In 2018, Peter commenced a PhD with Associate Professor Dan Buchanan and Dr Bernard Pope, with a view to improving our understanding of the aetiology of colorectal cancer, to improve diagnosis, prevention, and treatment of the disease.
Dr. Khalid Mahmood is a bioinformatician in the lab, being trained in computational biology from Monash University. The focus of his PhD was the development of computational algorithms for comparative genomics with emphasis on identifying orthologous genes, homologous genomic segments and other complex evolutionary events when comparing genomes. Khalid is also experienced in studying relationships between protein sequences and structures.
Khalid’s recent work in the lab focuses on bringing together computational methods and genomics to understand genetics of colorectal cancer. Khalid is very interested in developing methods to investigate the relationship between genetic mutations and their impact on protein function and relationship with disease.
After completing a national-award winning PhD in computer science in 2007, and then a research internship at Microsoft Research in Cambridge, Bernard returned to the University of Melbourne to take up a lecturing position in the Department of Computer Science and Software Engineering. In 2010 he joined the newly-formed VLSCI (now Melbourne Bioinformatics), a $100M project to build a world-leading centre for bioinformatics and computational biology. In making the transition from computer science to bioinformatics, Bernard recognised the exciting new opportunities provided by the genomics revolution in biomedicine, and was inspired to apply his computing and analytic skills to important problems in human health.
During his years at Melbourne Bioinformatics, Bernard has established himself as an expert in the development of novel techniques for the analysis of large-scale genomics data sets, resulting in the production of tools which have driven key discoveries in human disease, and which can be re-applied in many different contexts. As Lead Bioinformatician for Human Genomics, Bernard heads several high profile, multidisciplinary research projects, with national and international partners.

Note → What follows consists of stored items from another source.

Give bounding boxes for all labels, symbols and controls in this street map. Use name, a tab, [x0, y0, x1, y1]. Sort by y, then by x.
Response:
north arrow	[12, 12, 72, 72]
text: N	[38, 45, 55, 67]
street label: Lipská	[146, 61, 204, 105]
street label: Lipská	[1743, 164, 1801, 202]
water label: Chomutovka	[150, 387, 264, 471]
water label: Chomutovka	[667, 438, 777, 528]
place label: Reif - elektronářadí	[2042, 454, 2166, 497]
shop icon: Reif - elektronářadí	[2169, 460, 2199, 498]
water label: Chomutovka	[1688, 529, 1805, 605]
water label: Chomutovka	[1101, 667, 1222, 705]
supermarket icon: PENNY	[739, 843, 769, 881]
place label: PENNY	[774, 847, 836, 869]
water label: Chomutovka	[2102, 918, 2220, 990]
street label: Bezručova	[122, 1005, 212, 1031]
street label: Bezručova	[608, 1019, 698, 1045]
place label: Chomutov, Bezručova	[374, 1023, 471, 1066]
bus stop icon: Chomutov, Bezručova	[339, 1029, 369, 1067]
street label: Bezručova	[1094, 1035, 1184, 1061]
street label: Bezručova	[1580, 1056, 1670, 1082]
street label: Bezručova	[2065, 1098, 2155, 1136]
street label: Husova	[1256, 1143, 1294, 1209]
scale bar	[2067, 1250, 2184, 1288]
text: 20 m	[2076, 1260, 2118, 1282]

In 2017 Bernard was awarded a Victorian Health and Medical Research Fellowship, funded by the Victorian Government, supporting his work on the prevention and treatment of colorectal cancer. Australia has one of the highest rates of colorectal cancer (CRC) in the world. Survival from CRC and patient quality of life are significantly improved by early detection, treatment, and risk management. Therefore, identifying those individuals within the population who are at the highest risk of developing CRC offers the greatest potential for its prevention. Bernard and his collaborators aim to develop new diagnostic tools that will personalise risk assessment for a large group of high-risk individuals, leading to better-targeted screening and medical intervention, aimed at those who will benefit most.